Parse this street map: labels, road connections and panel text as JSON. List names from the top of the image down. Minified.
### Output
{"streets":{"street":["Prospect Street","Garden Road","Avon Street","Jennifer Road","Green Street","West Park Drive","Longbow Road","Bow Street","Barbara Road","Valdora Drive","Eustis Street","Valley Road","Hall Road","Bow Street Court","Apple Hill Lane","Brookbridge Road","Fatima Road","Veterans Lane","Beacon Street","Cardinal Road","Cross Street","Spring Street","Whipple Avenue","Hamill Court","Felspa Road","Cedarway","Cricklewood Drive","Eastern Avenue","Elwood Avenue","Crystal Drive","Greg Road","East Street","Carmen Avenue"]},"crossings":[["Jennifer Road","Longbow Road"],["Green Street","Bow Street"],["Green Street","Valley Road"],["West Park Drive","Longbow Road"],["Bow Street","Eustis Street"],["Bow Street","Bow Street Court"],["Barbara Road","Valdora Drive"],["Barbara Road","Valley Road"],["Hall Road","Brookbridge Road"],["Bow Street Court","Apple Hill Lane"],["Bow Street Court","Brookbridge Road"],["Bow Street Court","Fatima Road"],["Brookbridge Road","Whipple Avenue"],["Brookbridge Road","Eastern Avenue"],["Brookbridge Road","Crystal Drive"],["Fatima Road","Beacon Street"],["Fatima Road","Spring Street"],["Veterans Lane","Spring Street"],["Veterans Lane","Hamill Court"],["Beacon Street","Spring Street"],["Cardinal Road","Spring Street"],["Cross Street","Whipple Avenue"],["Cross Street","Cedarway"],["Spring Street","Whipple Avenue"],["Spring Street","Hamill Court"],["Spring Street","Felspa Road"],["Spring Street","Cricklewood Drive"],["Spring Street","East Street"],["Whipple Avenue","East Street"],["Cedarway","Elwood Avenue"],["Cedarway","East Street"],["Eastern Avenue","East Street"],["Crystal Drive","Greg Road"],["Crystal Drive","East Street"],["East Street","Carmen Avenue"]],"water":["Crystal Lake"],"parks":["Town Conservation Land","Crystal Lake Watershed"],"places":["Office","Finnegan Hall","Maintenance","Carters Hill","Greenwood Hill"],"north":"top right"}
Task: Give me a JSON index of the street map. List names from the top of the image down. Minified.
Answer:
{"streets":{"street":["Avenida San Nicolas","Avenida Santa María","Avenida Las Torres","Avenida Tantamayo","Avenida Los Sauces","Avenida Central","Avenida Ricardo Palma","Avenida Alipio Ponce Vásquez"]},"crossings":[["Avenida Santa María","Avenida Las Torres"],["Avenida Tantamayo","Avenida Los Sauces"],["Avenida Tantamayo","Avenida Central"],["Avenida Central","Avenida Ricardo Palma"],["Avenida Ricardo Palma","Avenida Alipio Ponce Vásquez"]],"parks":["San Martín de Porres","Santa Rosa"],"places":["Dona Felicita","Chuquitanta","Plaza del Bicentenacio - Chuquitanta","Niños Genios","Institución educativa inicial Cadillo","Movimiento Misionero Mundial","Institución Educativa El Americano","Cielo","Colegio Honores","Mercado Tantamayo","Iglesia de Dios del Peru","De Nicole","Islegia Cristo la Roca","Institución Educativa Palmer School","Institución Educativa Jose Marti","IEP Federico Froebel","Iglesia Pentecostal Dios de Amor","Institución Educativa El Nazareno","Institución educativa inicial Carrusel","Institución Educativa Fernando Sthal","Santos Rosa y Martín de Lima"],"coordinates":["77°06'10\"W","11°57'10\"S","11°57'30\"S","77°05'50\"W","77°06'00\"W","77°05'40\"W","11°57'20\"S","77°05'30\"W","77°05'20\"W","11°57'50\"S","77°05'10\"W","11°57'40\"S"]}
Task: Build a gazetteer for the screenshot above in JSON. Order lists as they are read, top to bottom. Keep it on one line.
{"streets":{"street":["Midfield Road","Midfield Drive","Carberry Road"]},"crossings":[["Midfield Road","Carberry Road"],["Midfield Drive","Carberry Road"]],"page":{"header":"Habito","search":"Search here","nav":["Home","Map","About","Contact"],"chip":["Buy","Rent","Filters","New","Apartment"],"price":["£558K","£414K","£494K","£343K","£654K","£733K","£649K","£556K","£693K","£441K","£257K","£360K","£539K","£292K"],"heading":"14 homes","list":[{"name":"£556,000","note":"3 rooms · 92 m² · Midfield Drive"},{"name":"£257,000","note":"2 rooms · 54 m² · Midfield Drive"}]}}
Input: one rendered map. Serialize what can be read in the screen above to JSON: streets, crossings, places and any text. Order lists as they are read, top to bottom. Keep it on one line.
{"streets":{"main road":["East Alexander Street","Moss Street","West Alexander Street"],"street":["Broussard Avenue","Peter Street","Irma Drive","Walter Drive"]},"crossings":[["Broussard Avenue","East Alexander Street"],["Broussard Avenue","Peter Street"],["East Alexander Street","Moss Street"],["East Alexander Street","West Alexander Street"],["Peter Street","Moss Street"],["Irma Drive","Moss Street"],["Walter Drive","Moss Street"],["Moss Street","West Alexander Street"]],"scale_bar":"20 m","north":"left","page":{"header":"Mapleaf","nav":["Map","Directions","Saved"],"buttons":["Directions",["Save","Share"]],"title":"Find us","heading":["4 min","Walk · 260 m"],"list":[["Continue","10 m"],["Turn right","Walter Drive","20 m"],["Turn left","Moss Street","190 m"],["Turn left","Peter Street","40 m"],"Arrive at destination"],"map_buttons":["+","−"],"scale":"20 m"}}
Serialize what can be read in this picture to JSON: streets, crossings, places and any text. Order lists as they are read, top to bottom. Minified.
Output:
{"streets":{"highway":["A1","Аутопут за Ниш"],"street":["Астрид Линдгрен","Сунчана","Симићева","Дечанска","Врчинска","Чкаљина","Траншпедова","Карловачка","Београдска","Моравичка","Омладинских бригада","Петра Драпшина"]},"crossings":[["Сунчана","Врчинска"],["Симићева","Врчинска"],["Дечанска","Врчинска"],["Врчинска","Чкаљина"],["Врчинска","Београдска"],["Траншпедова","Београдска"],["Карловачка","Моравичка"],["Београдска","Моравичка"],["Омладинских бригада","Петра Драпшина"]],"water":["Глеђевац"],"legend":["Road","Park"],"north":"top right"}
=======
**WHAT IS REQUIRED**. All entries are to be printed once more, exactly as given.

**SOLUTION**.
Parse this street map: labels, road connections and panel text as JSON. List names from the top of the image down. Minified.
### Output
{"streets":{"street":["Prospect Street","Garden Road","Avon Street","Jennifer Road","Green Street","West Park Drive","Longbow Road","Bow Street","Barbara Road","Valdora Drive","Eustis Street","Valley Road","Hall Road","Bow Street Court","Apple Hill Lane","Brookbridge Road","Fatima Road","Veterans Lane","Beacon Street","Cardinal Road","Cross Street","Spring Street","Whipple Avenue","Hamill Court","Felspa Road","Cedarway","Cricklewood Drive","Eastern Avenue","Elwood Avenue","Crystal Drive","Greg Road","East Street","Carmen Avenue"]},"crossings":[["Jennifer Road","Longbow Road"],["Green Street","Bow Street"],["Green Street","Valley Road"],["West Park Drive","Longbow Road"],["Bow Street","Eustis Street"],["Bow Street","Bow Street Court"],["Barbara Road","Valdora Drive"],["Barbara Road","Valley Road"],["Hall Road","Brookbridge Road"],["Bow Street Court","Apple Hill Lane"],["Bow Street Court","Brookbridge Road"],["Bow Street Court","Fatima Road"],["Brookbridge Road","Whipple Avenue"],["Brookbridge Road","Eastern Avenue"],["Brookbridge Road","Crystal Drive"],["Fatima Road","Beacon Street"],["Fatima Road","Spring Street"],["Veterans Lane","Spring Street"],["Veterans Lane","Hamill Court"],["Beacon Street","Spring Street"],["Cardinal Road","Spring Street"],["Cross Street","Whipple Avenue"],["Cross Street","Cedarway"],["Spring Street","Whipple Avenue"],["Spring Street","Hamill Court"],["Spring Street","Felspa Road"],["Spring Street","Cricklewood Drive"],["Spring Street","East Street"],["Whipple Avenue","East Street"],["Cedarway","Elwood Avenue"],["Cedarway","East Street"],["Eastern Avenue","East Street"],["Crystal Drive","Greg Road"],["Crystal Drive","East Street"],["East Street","Carmen Avenue"]],"water":["Crystal Lake"],"parks":["Town Conservation Land","Crystal Lake Watershed"],"places":["Office","Finnegan Hall","Maintenance","Carters Hill","Greenwood Hill"],"north":"top right"}
Task: Give me a JSON index of the street map. List names from the top of the image down. Minified.
Answer:
{"streets":{"street":["Avenida San Nicolas","Avenida Santa María","Avenida Las Torres","Avenida Tantamayo","Avenida Los Sauces","Avenida Central","Avenida Ricardo Palma","Avenida Alipio Ponce Vásquez"]},"crossings":[["Avenida Santa María","Avenida Las Torres"],["Avenida Tantamayo","Avenida Los Sauces"],["Avenida Tantamayo","Avenida Central"],["Avenida Central","Avenida Ricardo Palma"],["Avenida Ricardo Palma","Avenida Alipio Ponce Vásquez"]],"parks":["San Martín de Porres","Santa Rosa"],"places":["Dona Felicita","Chuquitanta","Plaza del Bicentenacio - Chuquitanta","Niños Genios","Institución educativa inicial Cadillo","Movimiento Misionero Mundial","Institución Educativa El Americano","Cielo","Colegio Honores","Mercado Tantamayo","Iglesia de Dios del Peru","De Nicole","Islegia Cristo la Roca","Institución Educativa Palmer School","Institución Educativa Jose Marti","IEP Federico Froebel","Iglesia Pentecostal Dios de Amor","Institución Educativa El Nazareno","Institución educativa inicial Carrusel","Institución Educativa Fernando Sthal","Santos Rosa y Martín de Lima"],"coordinates":["77°06'10\"W","11°57'10\"S","11°57'30\"S","77°05'50\"W","77°06'00\"W","77°05'40\"W","11°57'20\"S","77°05'30\"W","77°05'20\"W","11°57'50\"S","77°05'10\"W","11°57'40\"S"]}
Task: Build a gazetteer for the screenshot above in JSON. Order lists as they are read, top to bottom. Keep it on one line.
{"streets":{"street":["Midfield Road","Midfield Drive","Carberry Road"]},"crossings":[["Midfield Road","Carberry Road"],["Midfield Drive","Carberry Road"]],"page":{"header":"Habito","search":"Search here","nav":["Home","Map","About","Contact"],"chip":["Buy","Rent","Filters","New","Apartment"],"price":["£558K","£414K","£494K","£343K","£654K","£733K","£649K","£556K","£693K","£441K","£257K","£360K","£539K","£292K"],"heading":"14 homes","list":[{"name":"£556,000","note":"3 rooms · 92 m² · Midfield Drive"},{"name":"£257,000","note":"2 rooms · 54 m² · Midfield Drive"}]}}
Input: one rendered map. Serialize what can be read in the screen above to JSON: streets, crossings, places and any text. Order lists as they are read, top to bottom. Keep it on one line.
{"streets":{"main road":["East Alexander Street","Moss Street","West Alexander Street"],"street":["Broussard Avenue","Peter Street","Irma Drive","Walter Drive"]},"crossings":[["Broussard Avenue","East Alexander Street"],["Broussard Avenue","Peter Street"],["East Alexander Street","Moss Street"],["East Alexander Street","West Alexander Street"],["Peter Street","Moss Street"],["Irma Drive","Moss Street"],["Walter Drive","Moss Street"],["Moss Street","West Alexander Street"]],"scale_bar":"20 m","north":"left","page":{"header":"Mapleaf","nav":["Map","Directions","Saved"],"buttons":["Directions",["Save","Share"]],"title":"Find us","heading":["4 min","Walk · 260 m"],"list":[["Continue","10 m"],["Turn right","Walter Drive","20 m"],["Turn left","Moss Street","190 m"],["Turn left","Peter Street","40 m"],"Arrive at destination"],"map_buttons":["+","−"],"scale":"20 m"}}
Serialize what can be read in this picture to JSON: streets, crossings, places and any text. Order lists as they are read, top to bottom. Minified.
Output:
{"streets":{"highway":["A1","Аутопут за Ниш"],"street":["Астрид Линдгрен","Сунчана","Симићева","Дечанска","Врчинска","Чкаљина","Траншпедова","Карловачка","Београдска","Моравичка","Омладинских бригада","Петра Драпшина"]},"crossings":[["Сунчана","Врчинска"],["Симићева","Врчинска"],["Дечанска","Врчинска"],["Врчинска","Чкаљина"],["Врчинска","Београдска"],["Траншпедова","Београдска"],["Карловачка","Моравичка"],["Београдска","Моравичка"],["Омладинских бригада","Петра Драпшина"]],"water":["Глеђевац"],"legend":["Road","Park"],"north":"top right"}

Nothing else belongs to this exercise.